(PROVIDED INFORMATION)
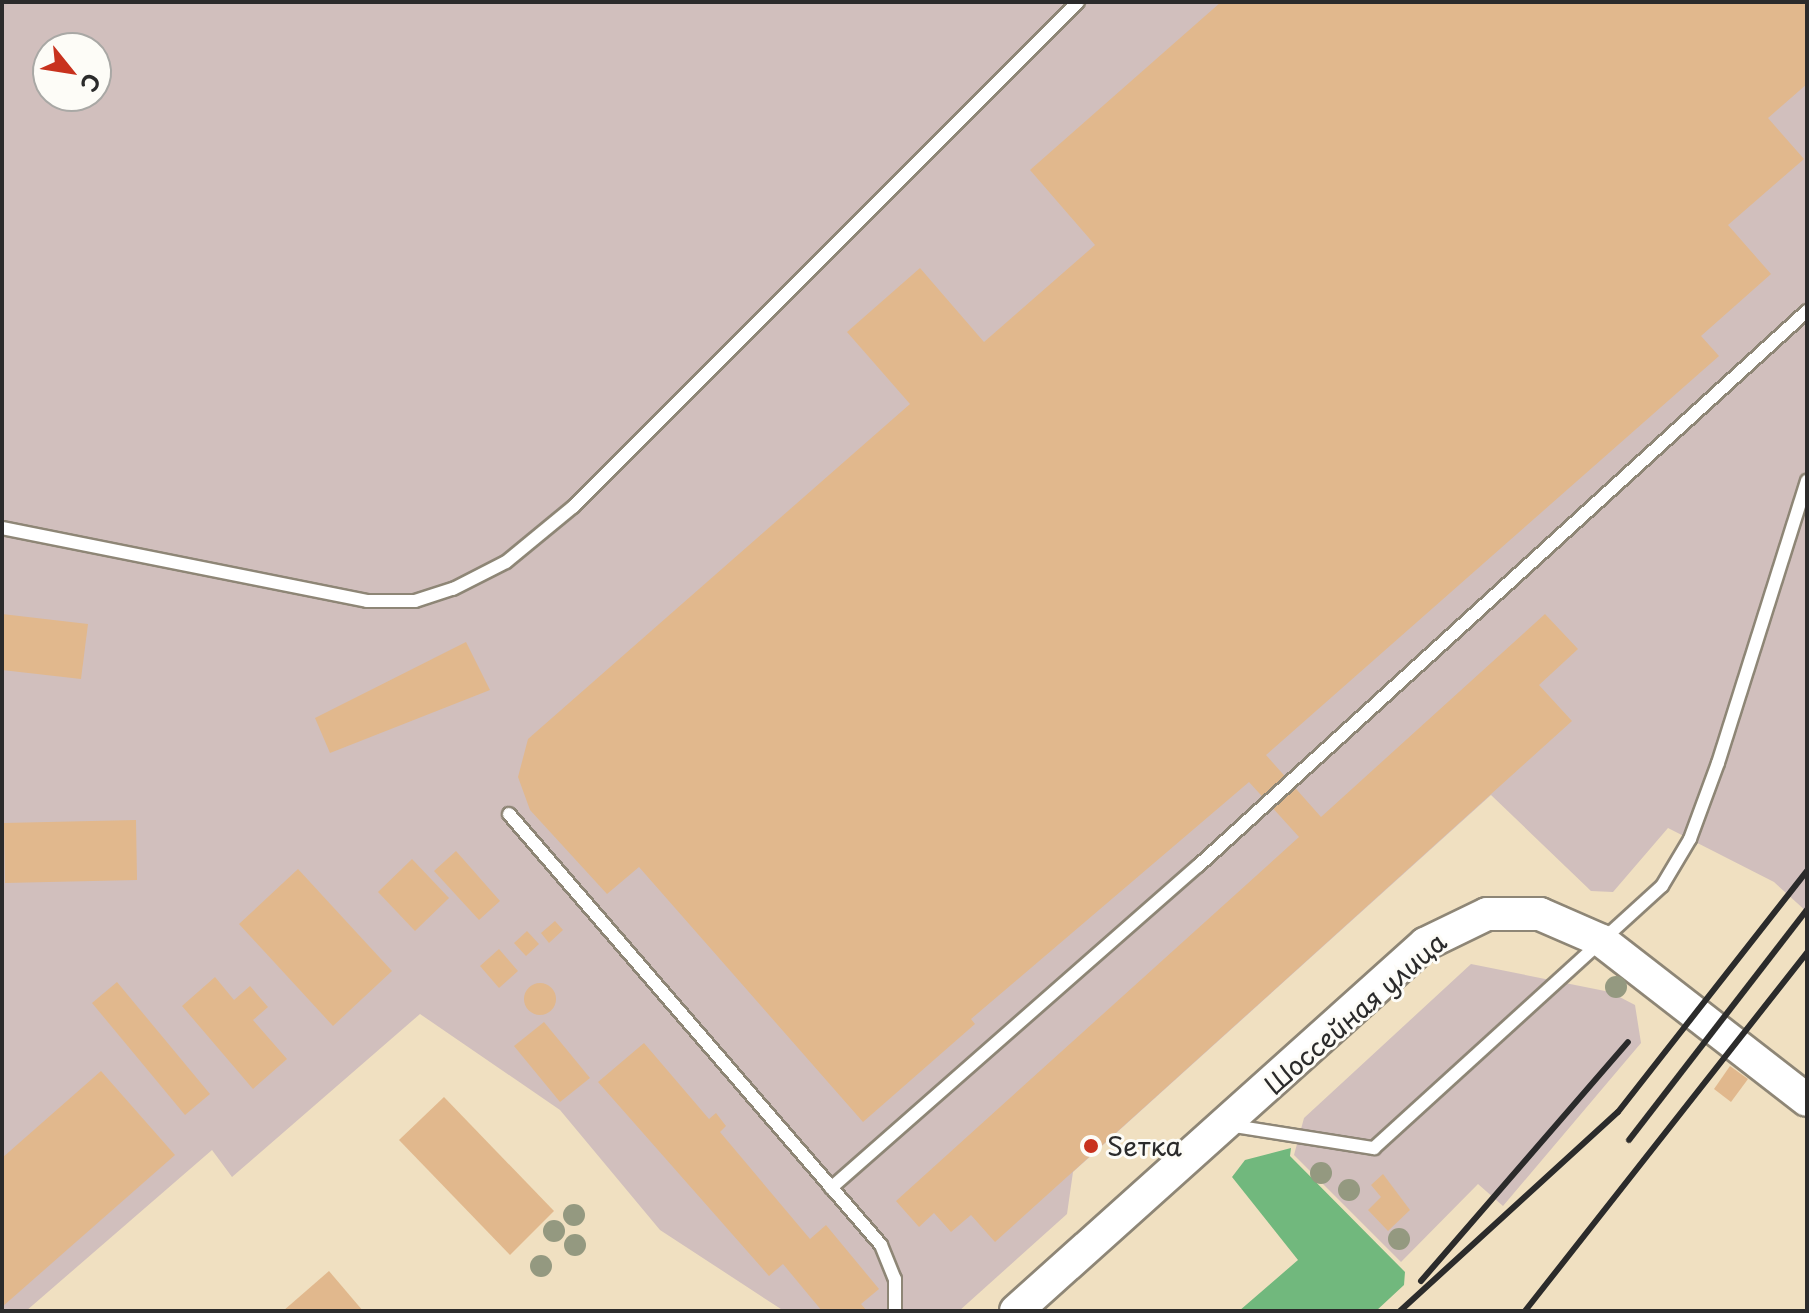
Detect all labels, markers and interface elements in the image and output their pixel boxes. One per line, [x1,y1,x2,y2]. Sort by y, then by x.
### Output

* * *

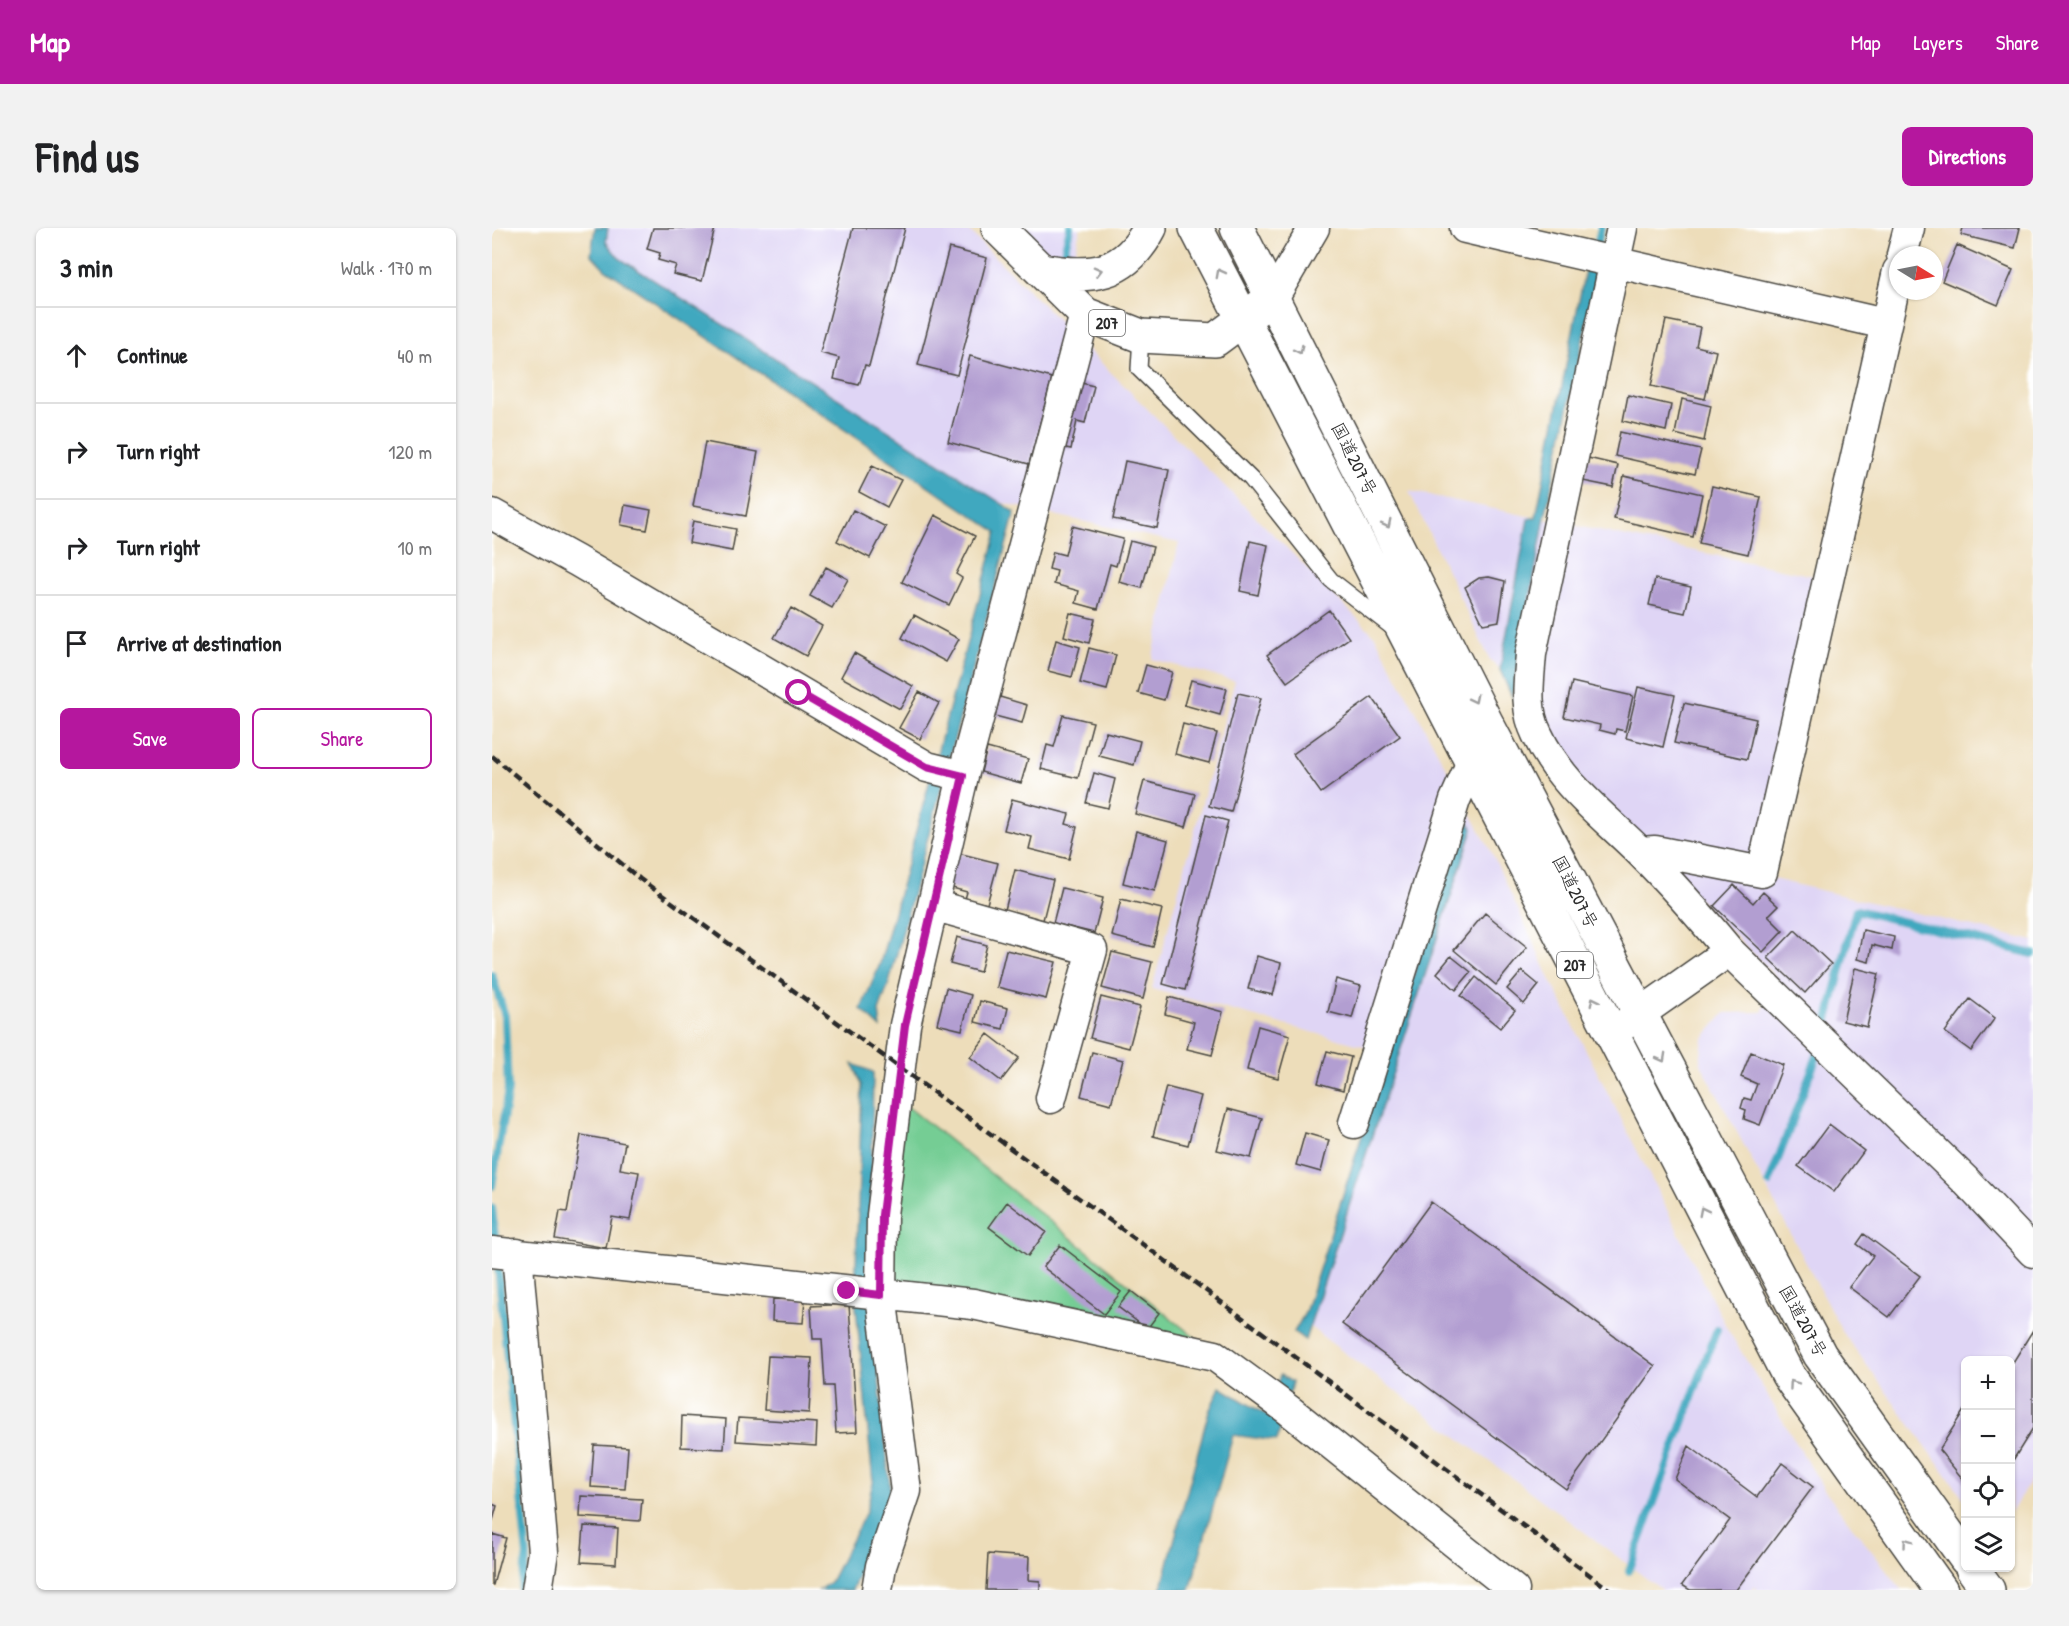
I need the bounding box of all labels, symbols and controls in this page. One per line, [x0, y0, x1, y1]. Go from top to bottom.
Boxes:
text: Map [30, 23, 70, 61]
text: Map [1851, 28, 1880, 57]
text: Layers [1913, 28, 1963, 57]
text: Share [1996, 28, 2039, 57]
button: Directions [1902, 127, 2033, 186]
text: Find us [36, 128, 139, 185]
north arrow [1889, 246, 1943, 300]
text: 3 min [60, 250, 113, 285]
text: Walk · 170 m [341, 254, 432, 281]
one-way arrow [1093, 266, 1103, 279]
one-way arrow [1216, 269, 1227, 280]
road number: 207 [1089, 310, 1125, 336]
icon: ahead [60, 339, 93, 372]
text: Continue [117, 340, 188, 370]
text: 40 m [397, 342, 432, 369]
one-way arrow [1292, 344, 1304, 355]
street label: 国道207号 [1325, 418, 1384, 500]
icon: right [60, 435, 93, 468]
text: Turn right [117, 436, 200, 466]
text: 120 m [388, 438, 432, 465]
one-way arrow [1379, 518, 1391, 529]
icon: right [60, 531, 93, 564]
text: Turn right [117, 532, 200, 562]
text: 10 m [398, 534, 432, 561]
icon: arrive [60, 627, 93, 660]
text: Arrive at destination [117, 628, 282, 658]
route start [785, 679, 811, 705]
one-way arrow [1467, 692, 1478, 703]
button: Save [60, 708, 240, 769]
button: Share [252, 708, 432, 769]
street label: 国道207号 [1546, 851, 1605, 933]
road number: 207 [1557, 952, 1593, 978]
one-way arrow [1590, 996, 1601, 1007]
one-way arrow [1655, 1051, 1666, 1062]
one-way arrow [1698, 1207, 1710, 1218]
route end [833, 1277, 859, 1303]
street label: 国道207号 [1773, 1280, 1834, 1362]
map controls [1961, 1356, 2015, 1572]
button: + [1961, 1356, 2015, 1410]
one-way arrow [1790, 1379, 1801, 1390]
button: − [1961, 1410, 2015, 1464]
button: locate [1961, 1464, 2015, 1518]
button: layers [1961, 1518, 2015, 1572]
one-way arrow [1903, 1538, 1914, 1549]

(EXERCISE) Copy all lines from the data above that contain the word "labels".

(SOLUTION FOR THIS EXERCISE)
Detect all labels, markers and interface elements in the image and output their pixel boxes. One per line, [x1,y1,x2,y2]. Sort by y, then by x.
I need the bounding box of all labels, symbols and controls in this page. One per line, [x0, y0, x1, y1]. Go from top to bottom.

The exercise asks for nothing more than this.